The records:
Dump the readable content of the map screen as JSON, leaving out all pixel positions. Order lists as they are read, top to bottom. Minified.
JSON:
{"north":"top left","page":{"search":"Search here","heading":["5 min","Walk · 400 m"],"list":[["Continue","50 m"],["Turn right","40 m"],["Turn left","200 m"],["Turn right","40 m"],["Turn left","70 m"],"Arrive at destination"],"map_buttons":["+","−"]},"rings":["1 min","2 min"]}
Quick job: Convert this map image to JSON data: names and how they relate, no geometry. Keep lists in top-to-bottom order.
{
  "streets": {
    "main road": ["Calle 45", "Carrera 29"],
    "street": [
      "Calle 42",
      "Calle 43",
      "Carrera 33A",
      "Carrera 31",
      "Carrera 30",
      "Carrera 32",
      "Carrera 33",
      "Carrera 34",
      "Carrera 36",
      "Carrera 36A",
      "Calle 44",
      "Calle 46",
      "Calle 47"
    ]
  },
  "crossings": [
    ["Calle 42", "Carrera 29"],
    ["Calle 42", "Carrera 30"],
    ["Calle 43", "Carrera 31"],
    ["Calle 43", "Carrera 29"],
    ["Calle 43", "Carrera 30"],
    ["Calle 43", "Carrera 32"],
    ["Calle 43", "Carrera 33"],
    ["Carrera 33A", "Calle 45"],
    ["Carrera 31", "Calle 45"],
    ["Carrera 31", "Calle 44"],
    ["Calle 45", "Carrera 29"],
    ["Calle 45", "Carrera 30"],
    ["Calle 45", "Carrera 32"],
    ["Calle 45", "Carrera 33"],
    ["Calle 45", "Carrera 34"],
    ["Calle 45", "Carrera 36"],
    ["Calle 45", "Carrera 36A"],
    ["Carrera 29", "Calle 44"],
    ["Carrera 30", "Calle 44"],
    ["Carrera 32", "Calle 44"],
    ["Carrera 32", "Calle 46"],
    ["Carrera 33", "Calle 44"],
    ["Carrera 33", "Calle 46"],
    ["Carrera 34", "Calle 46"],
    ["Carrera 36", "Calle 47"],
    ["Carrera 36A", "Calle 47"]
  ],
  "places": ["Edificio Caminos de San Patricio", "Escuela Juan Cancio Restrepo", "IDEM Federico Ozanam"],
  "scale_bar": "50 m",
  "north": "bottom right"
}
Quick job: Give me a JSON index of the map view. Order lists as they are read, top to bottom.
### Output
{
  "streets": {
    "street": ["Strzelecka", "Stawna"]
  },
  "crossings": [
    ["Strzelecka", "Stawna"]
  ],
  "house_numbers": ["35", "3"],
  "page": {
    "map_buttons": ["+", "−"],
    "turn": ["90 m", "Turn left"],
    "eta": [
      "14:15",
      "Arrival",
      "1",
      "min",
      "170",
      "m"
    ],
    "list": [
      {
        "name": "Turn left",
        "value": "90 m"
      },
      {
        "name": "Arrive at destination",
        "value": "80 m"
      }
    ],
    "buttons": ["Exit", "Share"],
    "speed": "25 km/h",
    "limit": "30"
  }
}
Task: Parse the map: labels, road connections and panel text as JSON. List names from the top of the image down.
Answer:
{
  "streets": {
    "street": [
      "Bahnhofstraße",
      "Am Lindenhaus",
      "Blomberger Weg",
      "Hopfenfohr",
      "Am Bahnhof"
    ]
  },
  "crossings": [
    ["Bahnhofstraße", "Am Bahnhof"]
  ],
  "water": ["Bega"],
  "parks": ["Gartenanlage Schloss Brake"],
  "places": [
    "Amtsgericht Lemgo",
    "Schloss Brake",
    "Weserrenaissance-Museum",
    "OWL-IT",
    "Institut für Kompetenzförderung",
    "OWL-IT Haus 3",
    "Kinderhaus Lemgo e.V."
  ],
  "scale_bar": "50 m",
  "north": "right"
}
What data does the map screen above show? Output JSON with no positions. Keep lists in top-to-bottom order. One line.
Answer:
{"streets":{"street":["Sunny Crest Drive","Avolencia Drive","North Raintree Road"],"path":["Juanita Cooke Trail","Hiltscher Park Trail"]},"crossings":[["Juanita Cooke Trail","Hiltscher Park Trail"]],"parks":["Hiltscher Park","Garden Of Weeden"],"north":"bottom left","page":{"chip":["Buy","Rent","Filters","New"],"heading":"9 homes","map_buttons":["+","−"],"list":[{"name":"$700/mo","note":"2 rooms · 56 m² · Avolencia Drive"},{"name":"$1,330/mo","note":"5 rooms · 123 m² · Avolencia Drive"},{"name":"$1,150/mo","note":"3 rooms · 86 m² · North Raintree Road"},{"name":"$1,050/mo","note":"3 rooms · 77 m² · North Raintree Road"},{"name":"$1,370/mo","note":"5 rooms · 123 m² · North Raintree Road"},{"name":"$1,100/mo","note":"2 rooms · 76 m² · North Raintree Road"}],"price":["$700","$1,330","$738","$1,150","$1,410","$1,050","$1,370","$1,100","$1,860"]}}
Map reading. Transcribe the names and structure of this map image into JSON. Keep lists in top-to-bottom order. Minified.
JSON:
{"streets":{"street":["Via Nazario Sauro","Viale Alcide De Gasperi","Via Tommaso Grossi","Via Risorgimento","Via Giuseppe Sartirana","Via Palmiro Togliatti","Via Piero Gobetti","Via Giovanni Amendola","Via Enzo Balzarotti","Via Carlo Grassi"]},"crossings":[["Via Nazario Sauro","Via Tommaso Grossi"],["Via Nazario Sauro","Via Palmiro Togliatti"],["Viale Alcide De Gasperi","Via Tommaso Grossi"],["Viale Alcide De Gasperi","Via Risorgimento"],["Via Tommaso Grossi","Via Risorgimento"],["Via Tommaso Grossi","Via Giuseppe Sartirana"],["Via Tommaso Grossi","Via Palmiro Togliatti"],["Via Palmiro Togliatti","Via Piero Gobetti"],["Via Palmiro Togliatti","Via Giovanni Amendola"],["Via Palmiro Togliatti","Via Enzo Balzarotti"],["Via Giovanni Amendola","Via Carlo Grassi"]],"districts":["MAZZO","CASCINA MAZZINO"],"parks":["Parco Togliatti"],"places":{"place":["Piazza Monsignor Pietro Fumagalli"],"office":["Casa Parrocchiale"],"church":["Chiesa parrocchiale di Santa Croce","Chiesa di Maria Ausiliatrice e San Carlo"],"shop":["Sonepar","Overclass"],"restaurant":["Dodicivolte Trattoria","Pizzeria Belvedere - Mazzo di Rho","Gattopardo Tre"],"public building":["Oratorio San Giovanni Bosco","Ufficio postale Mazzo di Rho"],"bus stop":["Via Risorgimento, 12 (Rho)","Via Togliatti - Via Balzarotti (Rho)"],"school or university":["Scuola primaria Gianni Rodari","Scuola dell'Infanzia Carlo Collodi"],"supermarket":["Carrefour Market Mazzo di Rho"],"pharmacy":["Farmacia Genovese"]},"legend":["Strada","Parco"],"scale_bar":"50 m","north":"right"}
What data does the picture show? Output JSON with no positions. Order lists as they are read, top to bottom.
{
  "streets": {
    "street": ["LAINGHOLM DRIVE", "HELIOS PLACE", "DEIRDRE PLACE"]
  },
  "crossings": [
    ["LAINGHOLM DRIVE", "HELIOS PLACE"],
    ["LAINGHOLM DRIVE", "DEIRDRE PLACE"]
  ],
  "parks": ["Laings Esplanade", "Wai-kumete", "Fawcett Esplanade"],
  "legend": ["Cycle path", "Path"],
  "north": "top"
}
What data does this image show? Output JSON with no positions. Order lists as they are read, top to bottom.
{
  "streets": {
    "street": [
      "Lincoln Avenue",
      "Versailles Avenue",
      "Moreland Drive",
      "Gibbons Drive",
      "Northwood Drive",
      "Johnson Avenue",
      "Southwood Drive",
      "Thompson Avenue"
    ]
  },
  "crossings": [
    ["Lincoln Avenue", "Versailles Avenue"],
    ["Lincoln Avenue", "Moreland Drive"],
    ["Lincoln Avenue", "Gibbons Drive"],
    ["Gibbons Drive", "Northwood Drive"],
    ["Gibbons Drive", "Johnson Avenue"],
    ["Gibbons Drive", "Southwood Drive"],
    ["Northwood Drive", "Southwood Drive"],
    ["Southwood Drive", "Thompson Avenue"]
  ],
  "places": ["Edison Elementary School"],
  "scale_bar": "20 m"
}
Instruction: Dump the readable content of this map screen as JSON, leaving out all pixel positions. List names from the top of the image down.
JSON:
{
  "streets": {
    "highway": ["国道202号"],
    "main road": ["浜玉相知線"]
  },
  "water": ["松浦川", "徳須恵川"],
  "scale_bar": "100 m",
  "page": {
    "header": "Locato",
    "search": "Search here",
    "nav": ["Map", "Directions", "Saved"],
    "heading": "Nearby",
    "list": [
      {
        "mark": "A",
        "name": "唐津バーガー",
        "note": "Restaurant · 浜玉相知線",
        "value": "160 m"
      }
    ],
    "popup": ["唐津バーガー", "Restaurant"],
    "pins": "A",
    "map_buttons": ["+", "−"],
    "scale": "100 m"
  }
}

Task requirements: Once you find the line with "Task: Parse the" above, print it and every line after it up to and including the line with "Map reading. Transcribe", exactly as written and nothing else.

Finished task:
Task: Parse the map: labels, road connections and panel text as JSON. List names from the top of the image down.
Answer:
{
  "streets": {
    "street": [
      "Bahnhofstraße",
      "Am Lindenhaus",
      "Blomberger Weg",
      "Hopfenfohr",
      "Am Bahnhof"
    ]
  },
  "crossings": [
    ["Bahnhofstraße", "Am Bahnhof"]
  ],
  "water": ["Bega"],
  "parks": ["Gartenanlage Schloss Brake"],
  "places": [
    "Amtsgericht Lemgo",
    "Schloss Brake",
    "Weserrenaissance-Museum",
    "OWL-IT",
    "Institut für Kompetenzförderung",
    "OWL-IT Haus 3",
    "Kinderhaus Lemgo e.V."
  ],
  "scale_bar": "50 m",
  "north": "right"
}
What data does the map screen above show? Output JSON with no positions. Keep lists in top-to-bottom order. One line.
Answer:
{"streets":{"street":["Sunny Crest Drive","Avolencia Drive","North Raintree Road"],"path":["Juanita Cooke Trail","Hiltscher Park Trail"]},"crossings":[["Juanita Cooke Trail","Hiltscher Park Trail"]],"parks":["Hiltscher Park","Garden Of Weeden"],"north":"bottom left","page":{"chip":["Buy","Rent","Filters","New"],"heading":"9 homes","map_buttons":["+","−"],"list":[{"name":"$700/mo","note":"2 rooms · 56 m² · Avolencia Drive"},{"name":"$1,330/mo","note":"5 rooms · 123 m² · Avolencia Drive"},{"name":"$1,150/mo","note":"3 rooms · 86 m² · North Raintree Road"},{"name":"$1,050/mo","note":"3 rooms · 77 m² · North Raintree Road"},{"name":"$1,370/mo","note":"5 rooms · 123 m² · North Raintree Road"},{"name":"$1,100/mo","note":"2 rooms · 76 m² · North Raintree Road"}],"price":["$700","$1,330","$738","$1,150","$1,410","$1,050","$1,370","$1,100","$1,860"]}}
Map reading. Transcribe the names and structure of this map image into JSON. Keep lists in top-to-bottom order. Minified.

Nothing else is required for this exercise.